Mi viene la nausea solo a pensarci.
< Ma l’ho già fatta ieri!> protesto.
< Per quanto?> ribatte Morgana, senza pietà.
< Per circa dieci minuti?>.
Non mi ero accorta che le piacesse infierire.
< Sì, e in quella manciata di secondi sono riuscita a farmi mandare in infermeria. Questo non ti dice niente?>.
< Solo che dovremo lavorare molto>.
Non mi piace come suona questa frase. Promette sudore, un lago di sudore.
Mi trascina sulla sinistra, all’ultima porta che si apre su una stanzetta in ordine e profumata di vaniglia. Su un tavolino alla mia destra c’è un contenitore in ceramica dove si vedono le ceneri di incenso bruciato. La stanza è piccola e Morgana ci si muove con sicurezza e padronanza, su un terreno famigliare. Apre l’armadio, di fronte al letto perfettamente rifatto e la scrivania linda e stranamente vuota. Fruga velocemente all’interno mentre io mi lascio cadere sul copriletto blu scuro. Affondo le mani nella coperta morbida. Mi sembra di galleggiare in un cielo notturno, derubato delle sue stelle.
Sì, a volte divento poetica. Quando devo distrarmi da un disastro imminente.
Morgana posa sul letto dei pantaloni di una tuta grigio scuro, con delle righe bianche sui lati, e una canotta viola elasticizzata.

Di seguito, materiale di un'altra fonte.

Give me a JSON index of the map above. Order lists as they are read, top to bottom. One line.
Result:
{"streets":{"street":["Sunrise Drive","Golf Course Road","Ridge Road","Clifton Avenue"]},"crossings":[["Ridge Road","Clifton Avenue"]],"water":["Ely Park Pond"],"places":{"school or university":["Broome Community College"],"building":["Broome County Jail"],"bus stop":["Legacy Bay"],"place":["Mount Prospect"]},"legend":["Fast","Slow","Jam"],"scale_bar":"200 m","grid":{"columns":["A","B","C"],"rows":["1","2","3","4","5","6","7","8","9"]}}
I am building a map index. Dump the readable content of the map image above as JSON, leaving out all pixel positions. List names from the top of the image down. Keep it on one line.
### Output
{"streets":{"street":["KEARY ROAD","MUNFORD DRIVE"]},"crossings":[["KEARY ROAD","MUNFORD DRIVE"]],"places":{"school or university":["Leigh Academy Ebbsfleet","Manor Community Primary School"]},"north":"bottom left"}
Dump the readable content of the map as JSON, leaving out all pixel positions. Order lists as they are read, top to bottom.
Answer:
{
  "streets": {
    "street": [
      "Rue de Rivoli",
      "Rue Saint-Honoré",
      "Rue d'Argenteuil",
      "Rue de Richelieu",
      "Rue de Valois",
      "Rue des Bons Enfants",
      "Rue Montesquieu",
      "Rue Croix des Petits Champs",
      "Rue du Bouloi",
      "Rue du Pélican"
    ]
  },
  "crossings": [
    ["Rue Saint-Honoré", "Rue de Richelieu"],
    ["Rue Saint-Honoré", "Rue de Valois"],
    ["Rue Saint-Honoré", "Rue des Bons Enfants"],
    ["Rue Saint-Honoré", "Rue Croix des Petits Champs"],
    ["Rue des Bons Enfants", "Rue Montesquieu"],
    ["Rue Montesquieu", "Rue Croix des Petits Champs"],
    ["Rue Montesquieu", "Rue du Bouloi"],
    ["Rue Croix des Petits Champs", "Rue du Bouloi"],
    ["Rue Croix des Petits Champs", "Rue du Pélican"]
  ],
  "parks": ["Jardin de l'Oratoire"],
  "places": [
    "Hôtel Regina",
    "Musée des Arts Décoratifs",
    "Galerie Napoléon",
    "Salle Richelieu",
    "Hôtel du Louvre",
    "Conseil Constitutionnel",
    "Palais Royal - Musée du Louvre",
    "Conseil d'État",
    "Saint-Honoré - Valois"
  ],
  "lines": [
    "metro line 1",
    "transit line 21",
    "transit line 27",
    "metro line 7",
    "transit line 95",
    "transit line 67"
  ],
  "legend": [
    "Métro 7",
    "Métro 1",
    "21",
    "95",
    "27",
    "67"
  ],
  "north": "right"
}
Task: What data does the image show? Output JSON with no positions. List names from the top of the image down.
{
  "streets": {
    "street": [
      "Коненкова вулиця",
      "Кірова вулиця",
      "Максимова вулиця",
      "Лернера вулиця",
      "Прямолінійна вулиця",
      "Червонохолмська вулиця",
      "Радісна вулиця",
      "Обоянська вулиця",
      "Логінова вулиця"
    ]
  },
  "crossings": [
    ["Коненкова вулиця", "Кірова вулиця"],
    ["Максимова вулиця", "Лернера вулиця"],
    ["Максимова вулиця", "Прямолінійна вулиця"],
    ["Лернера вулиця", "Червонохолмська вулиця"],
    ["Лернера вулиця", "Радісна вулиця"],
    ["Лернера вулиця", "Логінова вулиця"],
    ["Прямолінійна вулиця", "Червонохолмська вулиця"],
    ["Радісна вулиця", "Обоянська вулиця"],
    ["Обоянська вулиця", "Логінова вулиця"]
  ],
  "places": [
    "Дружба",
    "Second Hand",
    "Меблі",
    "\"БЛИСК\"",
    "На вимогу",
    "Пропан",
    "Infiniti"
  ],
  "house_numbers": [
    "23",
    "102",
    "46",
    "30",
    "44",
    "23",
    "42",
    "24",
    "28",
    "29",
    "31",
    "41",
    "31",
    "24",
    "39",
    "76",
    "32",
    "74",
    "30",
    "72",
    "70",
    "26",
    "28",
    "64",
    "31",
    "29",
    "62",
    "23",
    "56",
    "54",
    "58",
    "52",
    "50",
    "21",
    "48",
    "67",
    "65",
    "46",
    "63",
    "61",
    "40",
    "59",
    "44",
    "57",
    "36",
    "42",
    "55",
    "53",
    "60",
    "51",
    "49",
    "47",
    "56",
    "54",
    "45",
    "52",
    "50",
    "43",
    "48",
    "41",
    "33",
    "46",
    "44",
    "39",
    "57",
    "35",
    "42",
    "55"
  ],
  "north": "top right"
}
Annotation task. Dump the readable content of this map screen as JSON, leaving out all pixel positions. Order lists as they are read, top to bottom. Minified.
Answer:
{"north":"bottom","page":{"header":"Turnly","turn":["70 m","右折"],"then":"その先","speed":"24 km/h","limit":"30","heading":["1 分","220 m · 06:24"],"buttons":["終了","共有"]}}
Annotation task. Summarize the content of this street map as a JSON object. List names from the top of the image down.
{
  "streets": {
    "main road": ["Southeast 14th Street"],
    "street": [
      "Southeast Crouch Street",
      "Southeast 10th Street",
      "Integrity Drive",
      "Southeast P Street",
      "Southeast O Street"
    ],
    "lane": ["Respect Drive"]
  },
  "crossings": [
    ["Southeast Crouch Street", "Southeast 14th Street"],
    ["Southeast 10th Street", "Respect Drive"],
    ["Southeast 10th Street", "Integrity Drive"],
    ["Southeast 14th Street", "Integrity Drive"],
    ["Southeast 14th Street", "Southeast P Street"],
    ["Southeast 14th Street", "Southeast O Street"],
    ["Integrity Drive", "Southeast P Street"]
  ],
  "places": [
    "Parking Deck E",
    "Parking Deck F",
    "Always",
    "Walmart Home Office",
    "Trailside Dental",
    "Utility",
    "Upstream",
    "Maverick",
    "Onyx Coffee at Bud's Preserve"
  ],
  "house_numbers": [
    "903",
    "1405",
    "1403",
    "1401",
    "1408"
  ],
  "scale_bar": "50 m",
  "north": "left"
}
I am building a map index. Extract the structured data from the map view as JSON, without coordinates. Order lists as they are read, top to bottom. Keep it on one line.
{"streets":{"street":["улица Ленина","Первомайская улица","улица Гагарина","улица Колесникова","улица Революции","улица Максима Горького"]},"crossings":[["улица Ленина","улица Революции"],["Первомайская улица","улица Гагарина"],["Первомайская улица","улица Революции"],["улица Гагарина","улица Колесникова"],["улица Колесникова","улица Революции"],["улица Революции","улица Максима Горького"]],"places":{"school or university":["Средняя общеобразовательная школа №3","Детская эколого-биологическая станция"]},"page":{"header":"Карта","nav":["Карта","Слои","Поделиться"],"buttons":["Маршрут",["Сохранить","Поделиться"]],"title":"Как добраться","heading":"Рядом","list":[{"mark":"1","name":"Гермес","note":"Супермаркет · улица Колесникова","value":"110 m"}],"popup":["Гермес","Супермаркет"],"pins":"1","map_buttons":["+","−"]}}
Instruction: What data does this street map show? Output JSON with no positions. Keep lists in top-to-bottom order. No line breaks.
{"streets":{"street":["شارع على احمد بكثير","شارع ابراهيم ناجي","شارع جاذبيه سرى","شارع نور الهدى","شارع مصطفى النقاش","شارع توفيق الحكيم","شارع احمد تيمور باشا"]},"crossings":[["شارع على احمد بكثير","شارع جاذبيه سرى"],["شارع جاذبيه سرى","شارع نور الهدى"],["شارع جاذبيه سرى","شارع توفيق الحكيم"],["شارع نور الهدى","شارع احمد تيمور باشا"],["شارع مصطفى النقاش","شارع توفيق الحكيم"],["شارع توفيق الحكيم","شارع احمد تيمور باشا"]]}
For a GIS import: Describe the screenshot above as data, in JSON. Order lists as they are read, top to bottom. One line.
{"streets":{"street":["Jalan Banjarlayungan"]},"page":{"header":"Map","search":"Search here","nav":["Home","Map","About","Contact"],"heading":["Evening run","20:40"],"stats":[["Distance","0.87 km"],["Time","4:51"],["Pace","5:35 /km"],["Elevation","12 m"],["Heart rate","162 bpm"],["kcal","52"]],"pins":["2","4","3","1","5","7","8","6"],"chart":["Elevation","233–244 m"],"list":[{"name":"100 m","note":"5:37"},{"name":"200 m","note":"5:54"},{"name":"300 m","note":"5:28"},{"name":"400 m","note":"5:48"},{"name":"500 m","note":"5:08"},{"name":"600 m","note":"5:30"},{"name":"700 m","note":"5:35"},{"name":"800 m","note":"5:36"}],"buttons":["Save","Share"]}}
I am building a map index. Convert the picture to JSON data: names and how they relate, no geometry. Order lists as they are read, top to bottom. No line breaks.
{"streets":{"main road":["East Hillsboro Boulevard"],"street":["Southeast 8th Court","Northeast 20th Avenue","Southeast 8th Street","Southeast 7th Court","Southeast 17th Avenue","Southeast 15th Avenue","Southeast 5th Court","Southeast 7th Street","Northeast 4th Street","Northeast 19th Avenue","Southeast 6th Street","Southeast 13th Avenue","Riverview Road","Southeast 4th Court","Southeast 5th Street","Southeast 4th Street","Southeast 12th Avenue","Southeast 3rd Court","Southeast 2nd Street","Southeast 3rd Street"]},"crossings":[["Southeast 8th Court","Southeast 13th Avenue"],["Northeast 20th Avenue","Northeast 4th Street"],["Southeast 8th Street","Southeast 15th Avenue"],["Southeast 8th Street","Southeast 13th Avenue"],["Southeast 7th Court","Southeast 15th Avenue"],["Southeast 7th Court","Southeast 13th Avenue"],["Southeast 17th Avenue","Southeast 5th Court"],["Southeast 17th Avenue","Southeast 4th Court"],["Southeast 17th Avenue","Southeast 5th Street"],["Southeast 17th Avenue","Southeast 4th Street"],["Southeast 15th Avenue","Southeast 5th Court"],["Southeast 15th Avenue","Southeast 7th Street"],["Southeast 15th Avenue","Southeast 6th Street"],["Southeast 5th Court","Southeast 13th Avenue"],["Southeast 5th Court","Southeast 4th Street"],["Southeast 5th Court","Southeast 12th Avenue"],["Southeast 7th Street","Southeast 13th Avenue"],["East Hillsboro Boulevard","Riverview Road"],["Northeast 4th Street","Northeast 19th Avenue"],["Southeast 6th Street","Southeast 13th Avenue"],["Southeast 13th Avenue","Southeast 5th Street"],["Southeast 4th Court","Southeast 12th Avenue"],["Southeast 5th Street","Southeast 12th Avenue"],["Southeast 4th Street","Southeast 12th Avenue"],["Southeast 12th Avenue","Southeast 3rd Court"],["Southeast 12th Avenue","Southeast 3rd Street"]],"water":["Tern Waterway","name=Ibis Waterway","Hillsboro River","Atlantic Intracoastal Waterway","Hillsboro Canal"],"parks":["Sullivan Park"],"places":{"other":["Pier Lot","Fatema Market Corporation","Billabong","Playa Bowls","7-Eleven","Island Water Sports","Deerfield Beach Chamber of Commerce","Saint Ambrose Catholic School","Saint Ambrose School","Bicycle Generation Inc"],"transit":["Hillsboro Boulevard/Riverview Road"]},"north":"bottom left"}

Beh, se non altro è meglio di quello che indosso di solito per fare ginnastica.
< Esco, così puoi cambiarti tranquilla> dice con tatto.
Mi lascia da sola con i vestiti da mettere e una brutta sensazione alla bocca dello stomaco.
Guardo la canotta con sospetto, come se temessi un attacco improvviso.
< Bene, parliamoci chiaro> dico togliendomi la giacca e cominciando a spogliarmi.
< Voi non piacete a me e probabilmente io non piacerò a voi … ma se mi fate sembrare più goffa del normale questa sarà la fine della nostra collaborazione!>.
Quando mi rendo conto di aver parlato a dei vestiti capisco di aver raggiunto il fondo.